TASK STATEMENT | With "read" as the search word, show every line of the material that has it.

SUPPLIED MATERIAL |
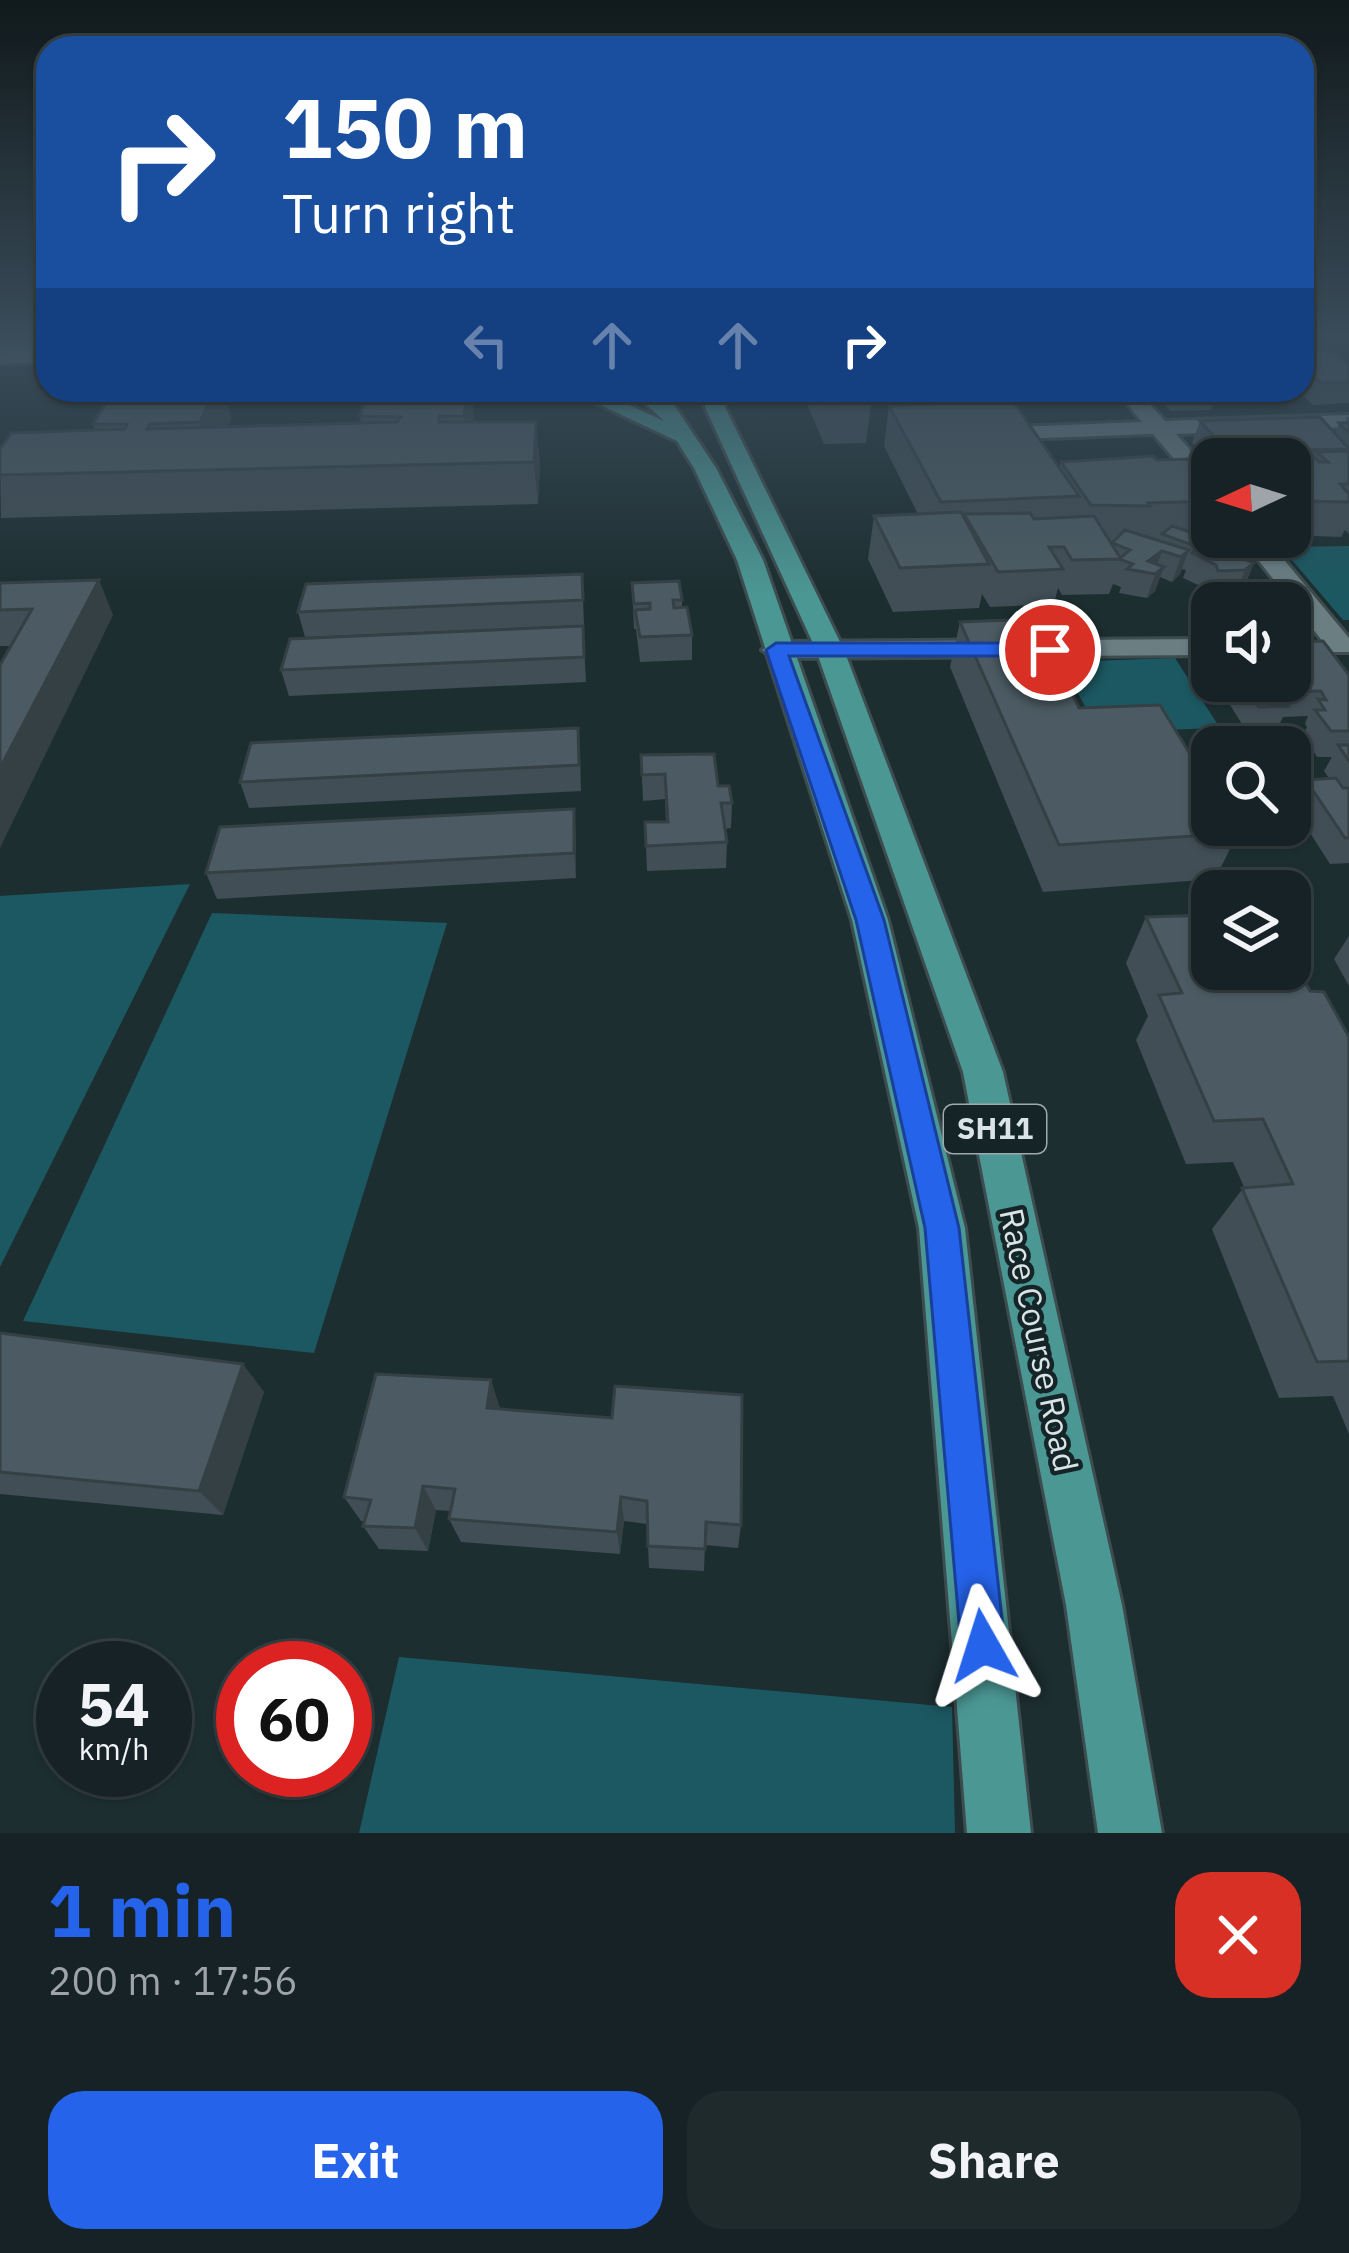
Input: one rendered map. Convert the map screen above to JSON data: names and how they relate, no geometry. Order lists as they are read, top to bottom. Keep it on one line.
* * *
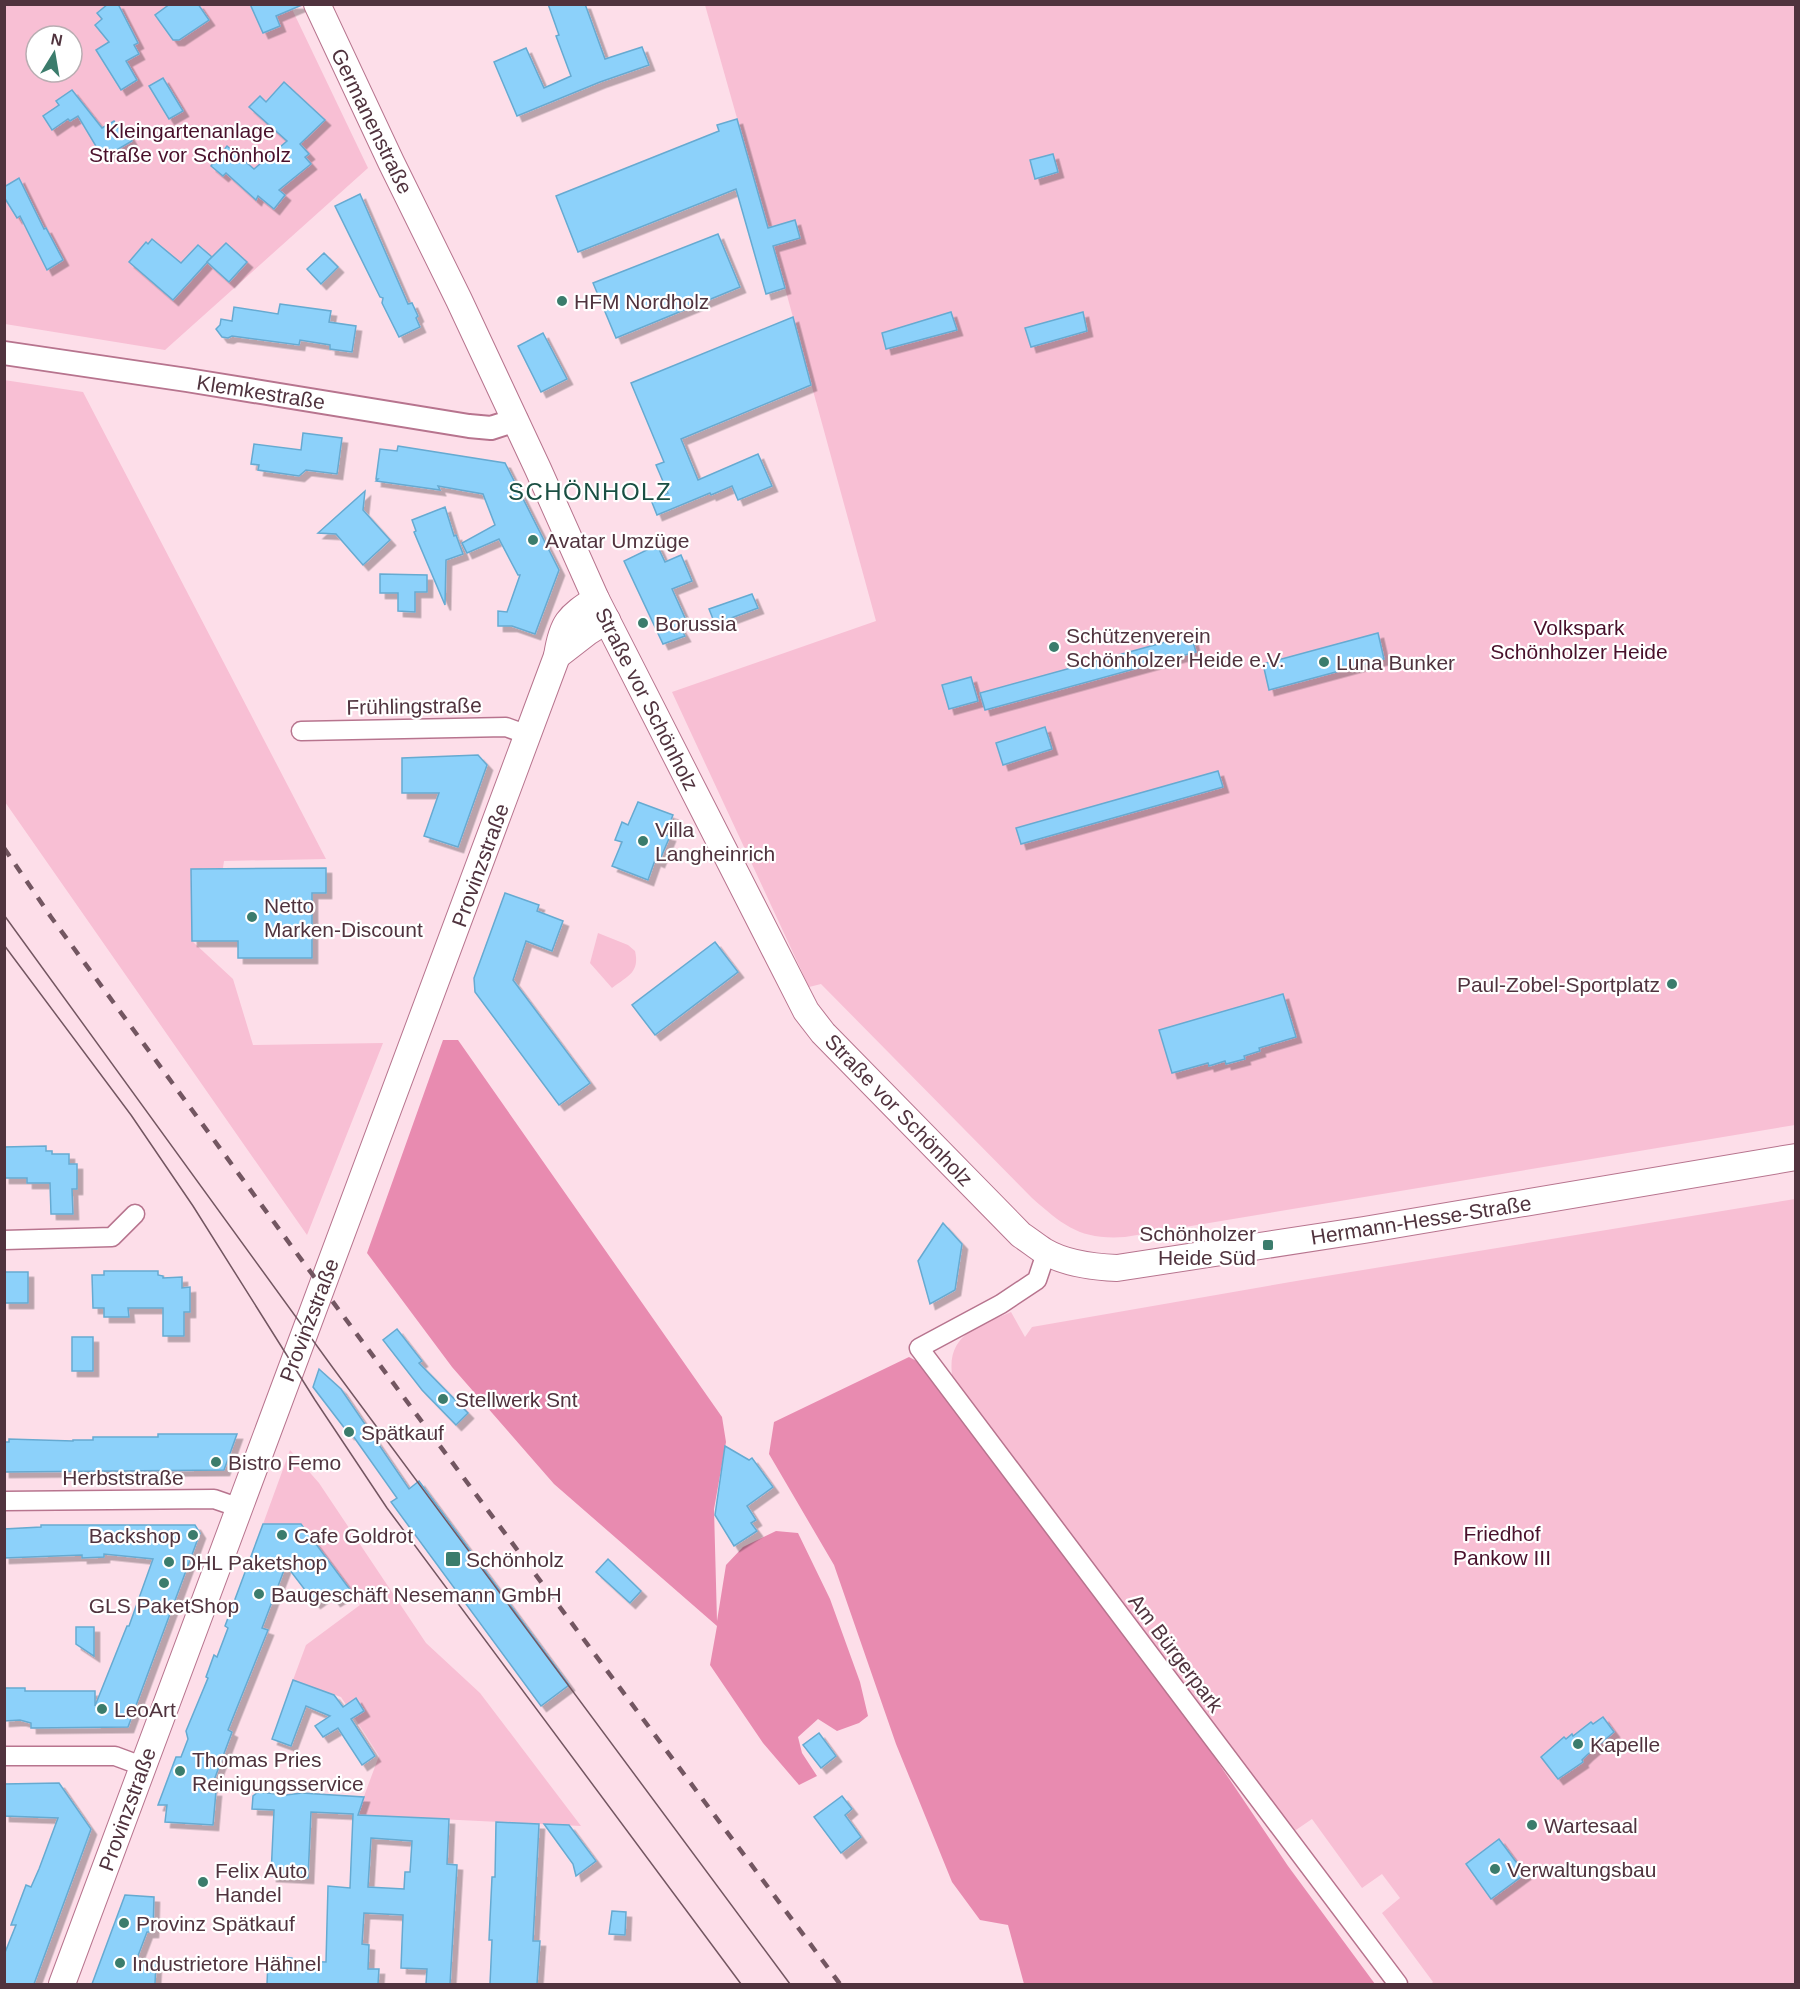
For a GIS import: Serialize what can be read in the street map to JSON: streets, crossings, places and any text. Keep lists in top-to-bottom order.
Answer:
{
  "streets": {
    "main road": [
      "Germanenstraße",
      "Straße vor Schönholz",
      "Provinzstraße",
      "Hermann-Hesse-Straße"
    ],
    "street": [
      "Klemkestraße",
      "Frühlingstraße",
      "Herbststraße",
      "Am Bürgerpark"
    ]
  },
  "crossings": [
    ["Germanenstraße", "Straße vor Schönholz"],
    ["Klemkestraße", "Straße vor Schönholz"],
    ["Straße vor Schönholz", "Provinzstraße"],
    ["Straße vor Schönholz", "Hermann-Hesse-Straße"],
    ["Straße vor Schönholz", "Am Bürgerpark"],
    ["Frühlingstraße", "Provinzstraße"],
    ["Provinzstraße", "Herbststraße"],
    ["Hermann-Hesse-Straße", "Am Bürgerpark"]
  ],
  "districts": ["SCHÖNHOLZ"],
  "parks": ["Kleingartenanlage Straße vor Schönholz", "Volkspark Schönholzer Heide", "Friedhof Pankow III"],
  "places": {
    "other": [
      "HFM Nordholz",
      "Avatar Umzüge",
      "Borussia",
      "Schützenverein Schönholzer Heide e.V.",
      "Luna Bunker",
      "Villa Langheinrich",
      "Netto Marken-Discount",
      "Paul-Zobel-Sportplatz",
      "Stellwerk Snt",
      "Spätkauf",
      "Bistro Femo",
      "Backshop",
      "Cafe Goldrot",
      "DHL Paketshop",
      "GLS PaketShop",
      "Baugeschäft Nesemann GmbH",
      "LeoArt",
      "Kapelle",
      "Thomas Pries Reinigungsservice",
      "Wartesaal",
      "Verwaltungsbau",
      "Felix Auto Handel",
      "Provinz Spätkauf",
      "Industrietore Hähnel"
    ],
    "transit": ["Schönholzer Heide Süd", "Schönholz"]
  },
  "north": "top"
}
...
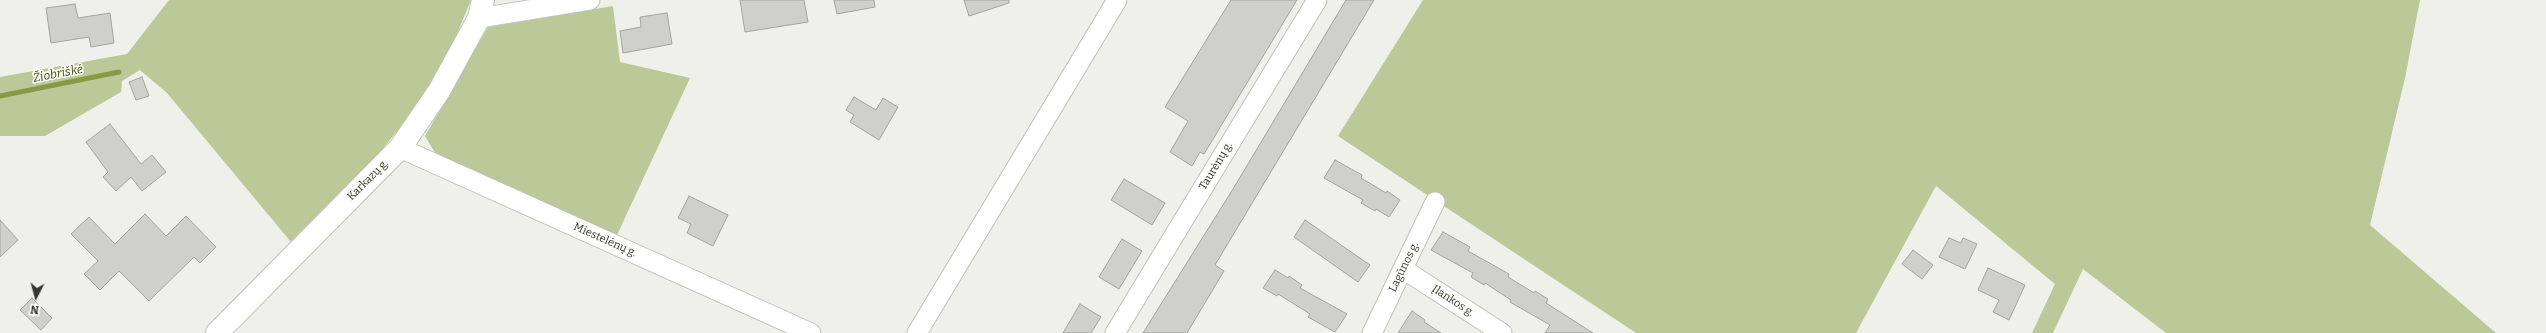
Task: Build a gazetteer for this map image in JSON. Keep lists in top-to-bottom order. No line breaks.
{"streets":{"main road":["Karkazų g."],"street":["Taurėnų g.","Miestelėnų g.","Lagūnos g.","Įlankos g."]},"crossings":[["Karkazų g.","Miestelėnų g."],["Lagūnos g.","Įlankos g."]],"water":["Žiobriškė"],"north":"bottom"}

RESULT |
Input: one rendered map. Convert the map screen above to JSON data: names and how they relate, no geometry. Order lists as they are read, top to bottom. Keep it on one line.
For a GIS import: Serialize what can be read in the street map to JSON: streets, crossings, places and any text. Keep lists in top-to-bottom order.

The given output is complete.